OBSEQUIAE – The Palms of Sorrowed Kings.

Under a Funeral Moon è uno spazio transdimensionale, un limbo in cui contemplare il nero e annerire la contemplazione, disperdendosi tra i meandri di un labirinto sonico.



Turning and turning in the widening gyre
The falcon cannot hear the falconer;
Things fall apart; the centre cannot hold;
Mere anarchy is loosed upon the world.

W.B. Yeats, The Second Coming (1920)


Così Yeats, dinanzi alla mortificazione post-bellica della vita umana, descriveva il doppio movimento che intreccia disfacimento e generazione, nascita e morte, ascesa e caduta ‒ paventando, rovesciamento dopo rovesciamento, l’alba di una nuova Età dell’Oro: “Gira e rigira la spira crescente […] Una qualche rivelazione di certo ci attende, si avvicina la Seconda Venuta”. Ciò che giunse, tuttavia ‒ dopo meno di due decenni ‒ fu una Seconda Grande Guerra, sporofondando il mondo ancora più in basso, in un vortice di depravazione. La Tradizione, questa speranza di rinascita e resurrezione, si nutre di sogni e d’attese, di sospiri e sussulti ‒ ed è proprio per questo motivo che essa non può non affascinare. Nel suo languido sguardo, fisso su un’orizzonte di rovine, prende forma una dimensione onirica ‒ non la storia, ma un raddoppiamento della storia nel mito, una duplicazione, una clonazione della verità storica. Questa pseudo-storia o quasi-storia, filtrata dal mito, è un tripudio di appagamenti estetici immaginari, distorti e, fondamentalmente, corrotti, ma capaci, al tempo stesso, di corrompere lo spirito con il germe della decadenza ‒ o, meglio, del sentimento della decadenza.  

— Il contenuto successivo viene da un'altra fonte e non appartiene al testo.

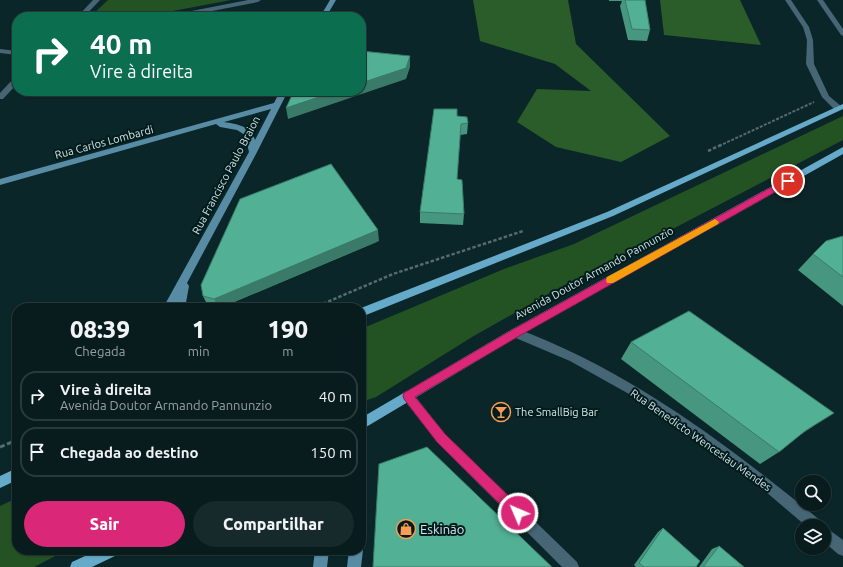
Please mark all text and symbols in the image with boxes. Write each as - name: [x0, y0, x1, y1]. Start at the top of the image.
- icon: right: [24, 28, 76, 80]
- text: 40 m: [90, 28, 152, 59]
- text: Vire à direita: [90, 61, 193, 81]
- street label: Rua Francisco Paulo Braion: [190, 114, 262, 236]
- street label: Rua Carlos Lombardi: [53, 123, 155, 161]
- pin: [771, 164, 805, 198]
- icon: arrive: [777, 170, 799, 192]
- street label: Avenida Doutor Armando Pannunzio: [513, 224, 675, 322]
- text: 08:39: [70, 316, 130, 343]
- text: 1: [192, 316, 205, 343]
- text: 190: [268, 316, 308, 343]
- text: Chegada: [74, 344, 125, 358]
- text: min: [188, 344, 210, 358]
- text: m: [282, 344, 293, 358]
- text: Vire à direita: [60, 381, 152, 398]
- icon: right: [26, 385, 48, 407]
- street label: Rua Benedicto Wenceslau Mendes: [628, 387, 774, 494]
- text: 40 m: [319, 388, 352, 405]
- text: Avenida Doutor Armando Pannunzio: [60, 398, 272, 412]
- bar icon: The SmallBig Bar: [490, 401, 512, 423]
- place label: The SmallBig Bar: [515, 406, 599, 418]
- icon: arrive: [26, 441, 48, 463]
- text: Chegada ao destino: [60, 444, 199, 461]
- text: 150 m: [310, 444, 352, 461]
- map controls: [795, 475, 831, 555]
- button: search: [795, 475, 831, 511]
- position arrow: [497, 492, 539, 534]
- button: Sair: [24, 501, 185, 547]
- button: Compartilhar: [193, 501, 354, 547]
- shop icon: Eskinão: [395, 518, 417, 540]
- button: layers: [795, 519, 831, 555]
- place label: Eskinão: [420, 522, 464, 536]

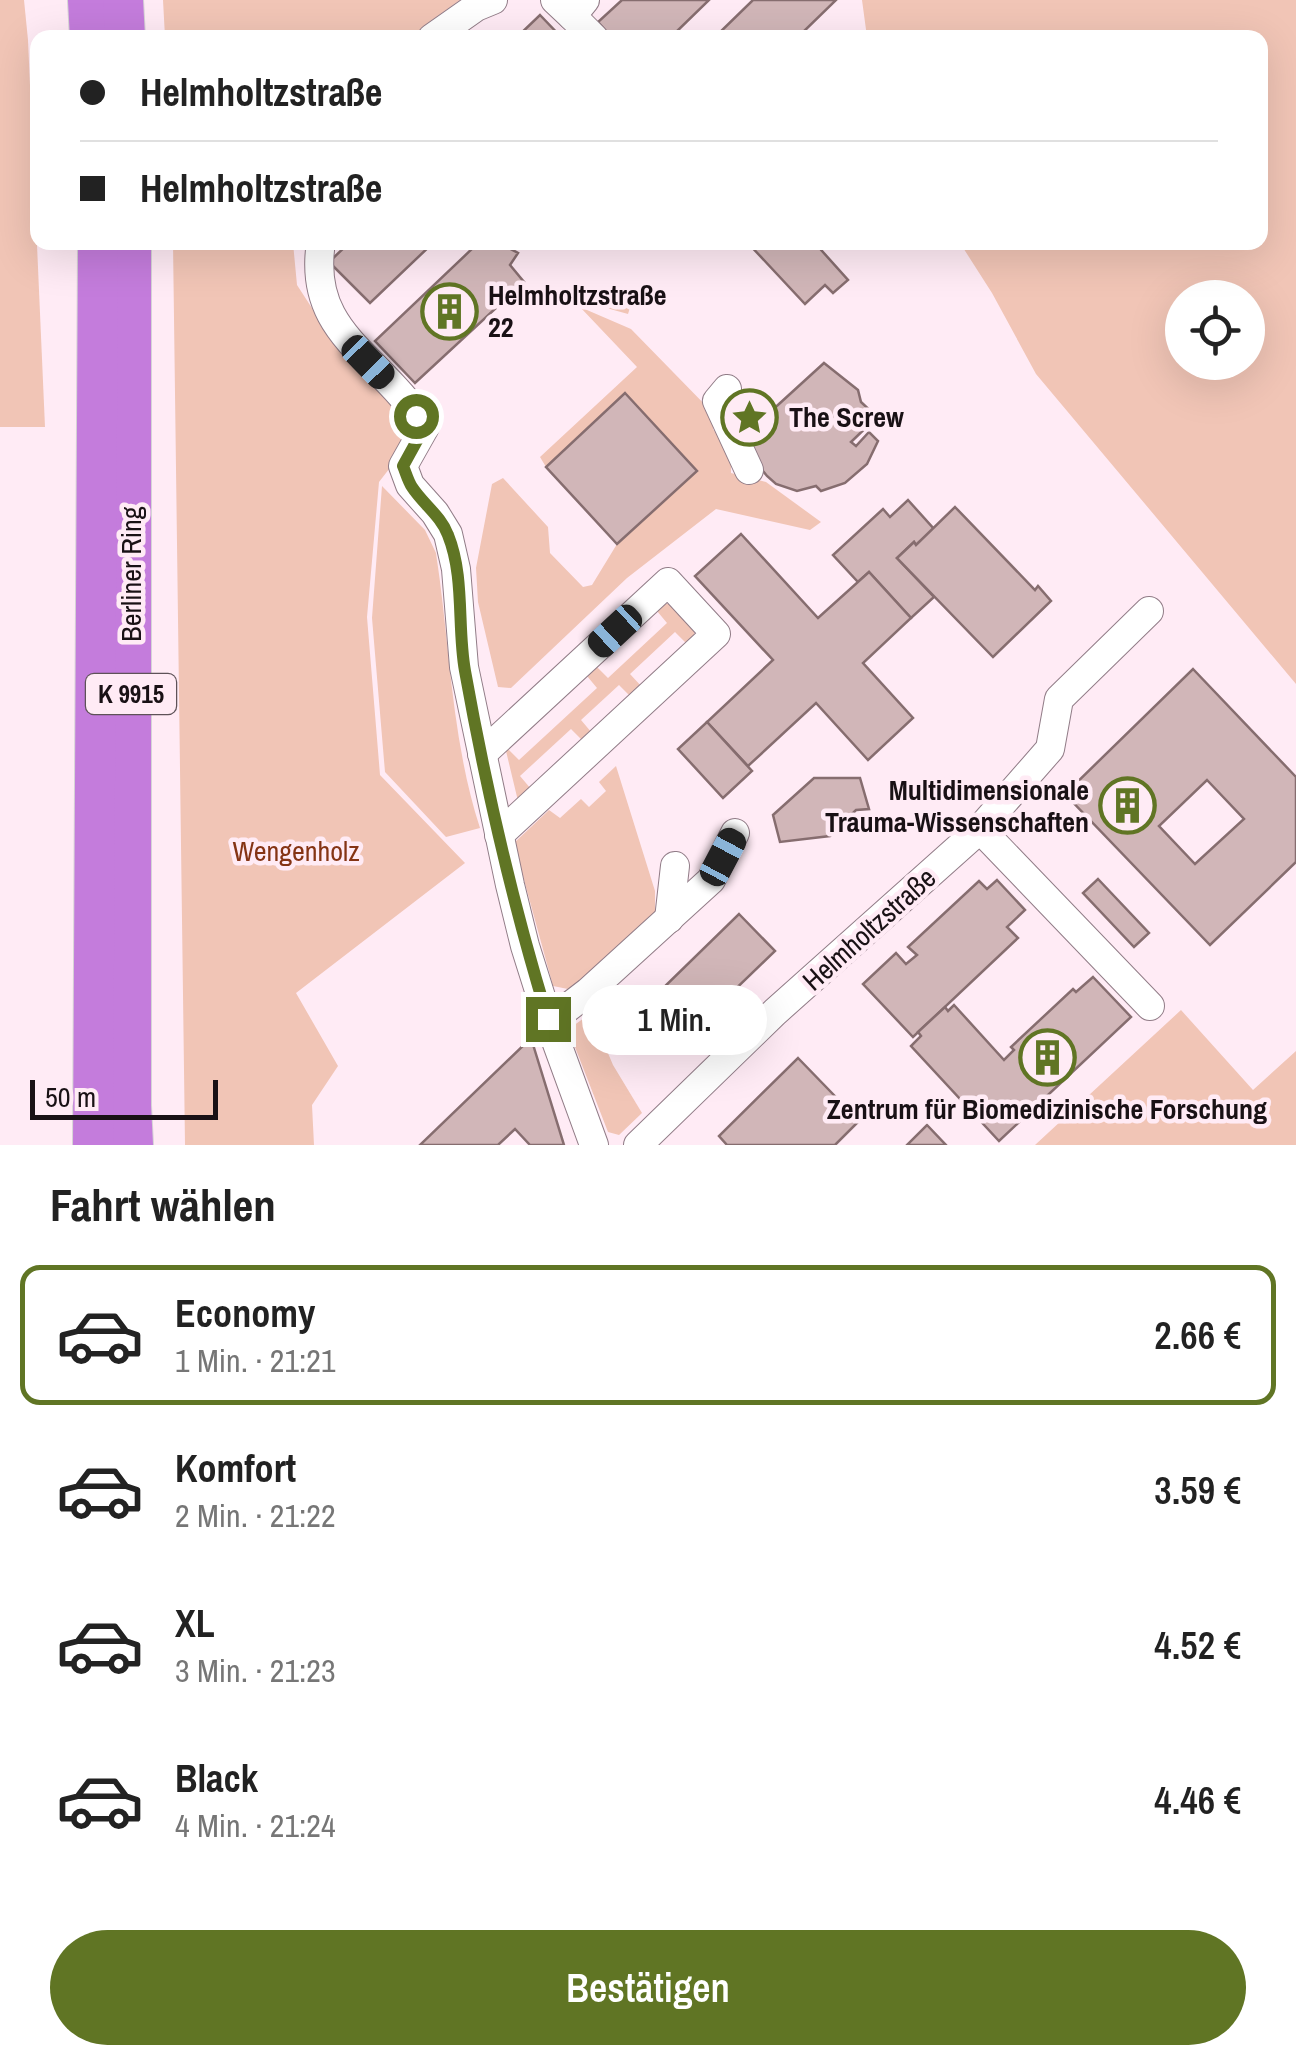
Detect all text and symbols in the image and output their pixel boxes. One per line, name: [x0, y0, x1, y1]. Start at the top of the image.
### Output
text: Helmholtzstraße: [140, 67, 382, 118]
text: Helmholtzstraße: [140, 163, 382, 214]
place label: Helmholtzstraße 22: [488, 276, 667, 346]
map controls: [1165, 280, 1265, 380]
button: locate: [1165, 280, 1265, 380]
building icon: Helmholtzstraße 22: [419, 281, 479, 341]
car: [336, 330, 400, 394]
place icon: The Screw: [720, 387, 780, 447]
route start: [394, 394, 439, 439]
place label: The Screw: [789, 398, 904, 436]
street label: Berliner Ring: [112, 506, 150, 642]
car: [583, 600, 647, 662]
road number: K 9915: [86, 674, 176, 714]
place label: Multidimensionale Trauma-Wissenschaften: [825, 771, 1089, 841]
building icon: Multidimensionale Trauma-Wissenschaften: [1098, 776, 1158, 836]
car: [696, 823, 750, 891]
park label: Wengenholz: [232, 832, 360, 870]
street label: Helmholtzstraße: [794, 859, 944, 999]
callout: 1 Min.: [583, 984, 768, 1054]
route end: [526, 997, 571, 1042]
text: 1 Min.: [638, 998, 711, 1041]
building icon: Zentrum für Biomedizinische Forschung: [1017, 1028, 1077, 1088]
scale bar: [30, 1075, 218, 1120]
text: 50 m: [45, 1078, 96, 1116]
place label: Zentrum für Biomedizinische Forschung: [827, 1090, 1267, 1128]
text: Fahrt wählen: [50, 1174, 276, 1235]
text: Economy: [175, 1288, 315, 1339]
icon: car: [55, 1290, 145, 1380]
text: 2.66 €: [1154, 1310, 1241, 1361]
text: 1 Min. · 21:21: [175, 1339, 335, 1382]
text: Komfort: [175, 1443, 296, 1494]
icon: car: [55, 1445, 145, 1535]
text: 3.59 €: [1154, 1465, 1241, 1516]
text: 2 Min. · 21:22: [175, 1494, 335, 1537]
text: XL: [175, 1598, 215, 1649]
icon: car: [55, 1600, 145, 1690]
text: 4.52 €: [1154, 1620, 1241, 1671]
text: 3 Min. · 21:23: [175, 1649, 335, 1692]
text: Black: [175, 1753, 258, 1804]
icon: car: [55, 1755, 145, 1845]
text: 4.46 €: [1154, 1775, 1241, 1826]
text: 4 Min. · 21:24: [175, 1804, 335, 1847]
button: Bestätigen: [50, 1930, 1246, 2045]

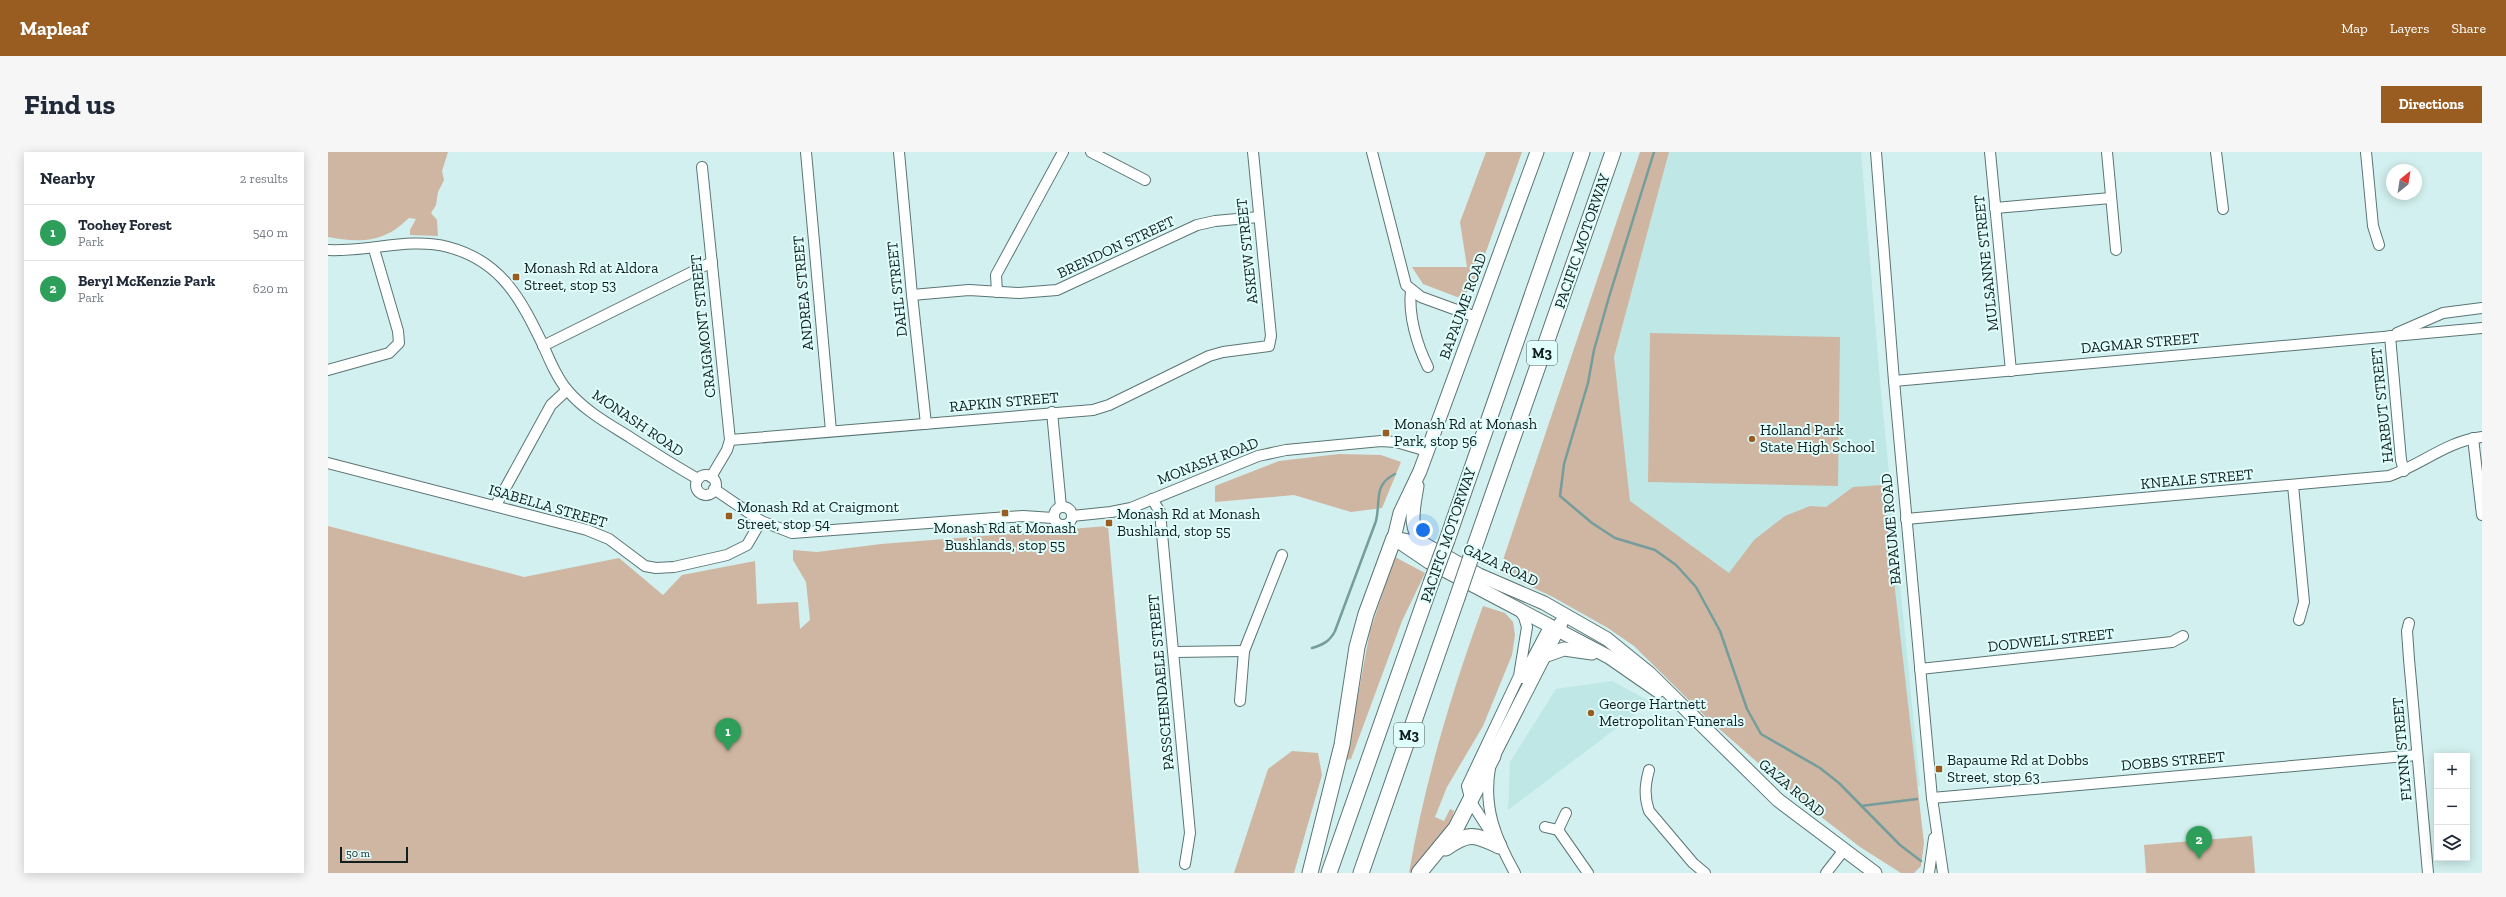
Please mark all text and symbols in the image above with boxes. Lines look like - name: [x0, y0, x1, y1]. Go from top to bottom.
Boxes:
- text: Mapleaf: [20, 17, 88, 40]
- text: Map: [2341, 20, 2368, 37]
- text: Layers: [2390, 20, 2429, 37]
- text: Share: [2451, 20, 2486, 37]
- button: Directions: [2381, 86, 2482, 123]
- text: Find us: [24, 88, 115, 121]
- north arrow: [2386, 164, 2422, 200]
- text: Nearby: [40, 168, 95, 188]
- street label: PACIFIC MOTORWAY: [1550, 170, 1614, 311]
- text: 2 results: [240, 171, 288, 186]
- street label: MULSANNE STREET: [1970, 194, 2002, 332]
- street label: ASKEW STREET: [1232, 197, 1262, 305]
- street label: BRENDON STREET: [1054, 212, 1178, 282]
- text: Toohey Forest: [78, 216, 172, 234]
- text: 1: [50, 225, 56, 240]
- text: 540 m: [253, 225, 288, 240]
- text: Park: [78, 234, 104, 249]
- street label: ANDREA STREET: [789, 235, 817, 351]
- street label: DAHL STREET: [883, 240, 911, 338]
- street label: BAPAUME ROAD: [1435, 250, 1491, 362]
- street label: CRAIGMONT STREET: [686, 253, 720, 399]
- place label: Monash Rd at Aldora Street, stop 53: [524, 259, 658, 294]
- text: Beryl McKenzie Park: [78, 272, 215, 290]
- marker: Monash Rd at Aldora Street, stop 53: [511, 272, 521, 282]
- text: 2: [50, 281, 56, 296]
- text: 620 m: [253, 281, 288, 296]
- text: Park: [78, 290, 104, 305]
- street label: DAGMAR STREET: [2080, 329, 2200, 357]
- road number: M3: [1527, 341, 1557, 365]
- street label: HARBUT STREET: [2367, 346, 2397, 464]
- street label: MONASH ROAD: [589, 386, 687, 460]
- street label: RAPKIN STREET: [948, 388, 1060, 416]
- place label: Monash Rd at Monash Park, stop 56: [1394, 415, 1538, 450]
- place label: Holland Park State High School: [1760, 421, 1875, 456]
- marker: Monash Rd at Monash Park, stop 56: [1381, 428, 1391, 438]
- street label: MONASH ROAD: [1155, 433, 1261, 489]
- marker: Holland Park State High School: [1747, 434, 1757, 444]
- street label: PACIFIC MOTORWAY: [1416, 464, 1480, 605]
- street label: KNEALE STREET: [2140, 465, 2254, 493]
- street label: BAPAUME ROAD: [1877, 473, 1905, 585]
- street label: ISABELLA STREET: [487, 480, 609, 532]
- place label: Monash Rd at Craigmont Street, stop 54: [737, 498, 900, 533]
- place label: Monash Rd at Monash Bushland, stop 55: [1117, 505, 1261, 540]
- marker: Monash Rd at Monash Bushlands, stop 55: [1000, 508, 1010, 518]
- marker: Monash Rd at Craigmont Street, stop 54: [724, 511, 734, 521]
- marker: Monash Rd at Monash Bushland, stop 55: [1104, 518, 1114, 528]
- place label: Monash Rd at Monash Bushlands, stop 55: [933, 519, 1077, 554]
- your location: [1413, 520, 1433, 540]
- street label: GAZA ROAD: [1460, 540, 1542, 590]
- street label: PASSCHENDAELE STREET: [1144, 593, 1178, 771]
- street label: DODWELL STREET: [1987, 624, 2115, 656]
- place label: George Hartnett Metropolitan Funerals: [1599, 695, 1744, 730]
- street label: FLYNN STREET: [2389, 696, 2415, 802]
- marker: George Hartnett Metropolitan Funerals: [1586, 708, 1596, 718]
- pin: 1: [715, 718, 741, 751]
- road number: M3: [1394, 723, 1424, 747]
- street label: DOBBS STREET: [2120, 747, 2226, 775]
- place label: Bapaume Rd at Dobbs Street, stop 63: [1947, 751, 2088, 786]
- map controls: [2434, 753, 2470, 861]
- button: +: [2434, 753, 2470, 789]
- street label: GAZA ROAD: [1755, 755, 1829, 821]
- marker: Bapaume Rd at Dobbs Street, stop 63: [1934, 764, 1944, 774]
- button: −: [2434, 789, 2470, 825]
- button: layers: [2434, 825, 2470, 861]
- pin: 2: [2186, 826, 2212, 859]
- scale bar: [340, 845, 408, 864]
- text: 50 m: [346, 847, 370, 860]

The Palms of Sorrowed Kings, degli statunitensi Obsequiae si offre all’ascoltatore come un dono della Tradizione. Da rovine immerse in un’arcadia incontaminata, si innalzano gli echi di antichi arpeggi e ‒ simile allo sferzare del vento ‒ un’ondata di black metal remoto e primordiale; nero-non-nero, metal-non-metal: uno spettro totalmente negativo, o un fantasmatico “terzo incluso”.  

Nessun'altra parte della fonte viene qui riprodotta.